Tuesday, November 13, 2018

Did the Drug Enforcement Agency train Castro agents in Cuba? Is this a good idea?

Journalist Tracey Eaton reported on his website that there is evidence that "Drug Enforcement Administration may have provided training to Cuban drug agents in 2017, records show. The DEA reported spending $752 on a course for two unidentified people in Cuba." 

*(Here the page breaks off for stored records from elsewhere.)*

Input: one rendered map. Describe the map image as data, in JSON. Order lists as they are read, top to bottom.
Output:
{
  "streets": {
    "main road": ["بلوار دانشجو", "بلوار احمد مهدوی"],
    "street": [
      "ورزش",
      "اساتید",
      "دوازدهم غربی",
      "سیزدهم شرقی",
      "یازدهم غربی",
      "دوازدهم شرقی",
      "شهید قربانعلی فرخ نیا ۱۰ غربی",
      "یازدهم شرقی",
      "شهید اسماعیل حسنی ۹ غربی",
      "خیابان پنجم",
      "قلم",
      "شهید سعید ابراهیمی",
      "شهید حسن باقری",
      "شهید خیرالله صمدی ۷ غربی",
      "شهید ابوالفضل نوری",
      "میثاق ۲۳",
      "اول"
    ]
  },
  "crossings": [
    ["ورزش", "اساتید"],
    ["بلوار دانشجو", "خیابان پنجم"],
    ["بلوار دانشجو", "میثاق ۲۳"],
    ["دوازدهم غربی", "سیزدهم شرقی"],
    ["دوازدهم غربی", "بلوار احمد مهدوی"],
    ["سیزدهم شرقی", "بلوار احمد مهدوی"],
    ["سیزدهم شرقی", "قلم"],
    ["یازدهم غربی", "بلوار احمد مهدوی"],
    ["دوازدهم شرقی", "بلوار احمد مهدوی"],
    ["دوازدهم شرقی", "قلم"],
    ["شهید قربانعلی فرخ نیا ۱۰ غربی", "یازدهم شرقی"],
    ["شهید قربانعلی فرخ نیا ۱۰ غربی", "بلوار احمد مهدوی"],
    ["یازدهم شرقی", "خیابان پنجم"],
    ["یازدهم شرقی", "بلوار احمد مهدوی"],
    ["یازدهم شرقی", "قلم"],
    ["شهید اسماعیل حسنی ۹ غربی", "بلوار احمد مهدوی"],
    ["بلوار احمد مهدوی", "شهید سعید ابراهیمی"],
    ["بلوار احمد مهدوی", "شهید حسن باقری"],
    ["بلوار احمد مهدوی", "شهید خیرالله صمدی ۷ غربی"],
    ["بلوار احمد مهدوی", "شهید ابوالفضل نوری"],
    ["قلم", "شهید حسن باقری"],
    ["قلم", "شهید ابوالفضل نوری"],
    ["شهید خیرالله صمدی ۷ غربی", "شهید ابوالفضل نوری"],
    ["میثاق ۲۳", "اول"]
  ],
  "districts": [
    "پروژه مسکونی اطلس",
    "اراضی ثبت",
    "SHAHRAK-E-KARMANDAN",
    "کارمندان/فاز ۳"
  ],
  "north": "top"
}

This is not a good ideaConsider the following:

Jackson Diehl in The Washington Post reported on the Venezuela, FARC, Cuba trafficking axis on May 24, 2015 in the article "A drug cartel’s power in Venezuela": 
Ever since Colombian commandos captured the laptop of a leader of the FARC organization eight years ago, it’s been known that Chávez gave the Colombian narcoguerrillas sanctuary and allowed them to traffic cocaine from Venezuela to the United States with the help of the Venezuelan army. But not until a former Chávez bodyguard [ Leamsy Salazar] defected to the United States in January did the scale of what is called the “Cartel of the Suns ” start to become publicly known. [...]  
Diosdado Cabello target of the DEA with General Raul Castro and his Foreign Minister
 The day after Salazar’s arrival in Washington, Spain’s ABC newspaper published a detailed account of the emerging case against Cabello, and last month, ABC reporter Emili Blasco followed up with a book laying out the allegations of Salazar and other defectors, who say Cuba’s communist regime and the Lebanese militia Hezbollah have been cut in on the trafficking. That was followed by a lengthy report last week in the Wall Street Journal that said Cabello’s cartel had turned Venezuela into “a global hub for cocaine trafficking and money laundering.”
Agence France-Presse reported on July 12, 2017 that: Ermal Hoxha (age 42), the grandson of former Albanian communist dictator Enver Hoxha, was found guilty of belonging to a "criminal group involved in cocaine trafficking from Cuba through Albania to west European countries," the court statement said. The dictator's grandson was arrested in January 2015 and 264 pounds of cocaine were also confiscated.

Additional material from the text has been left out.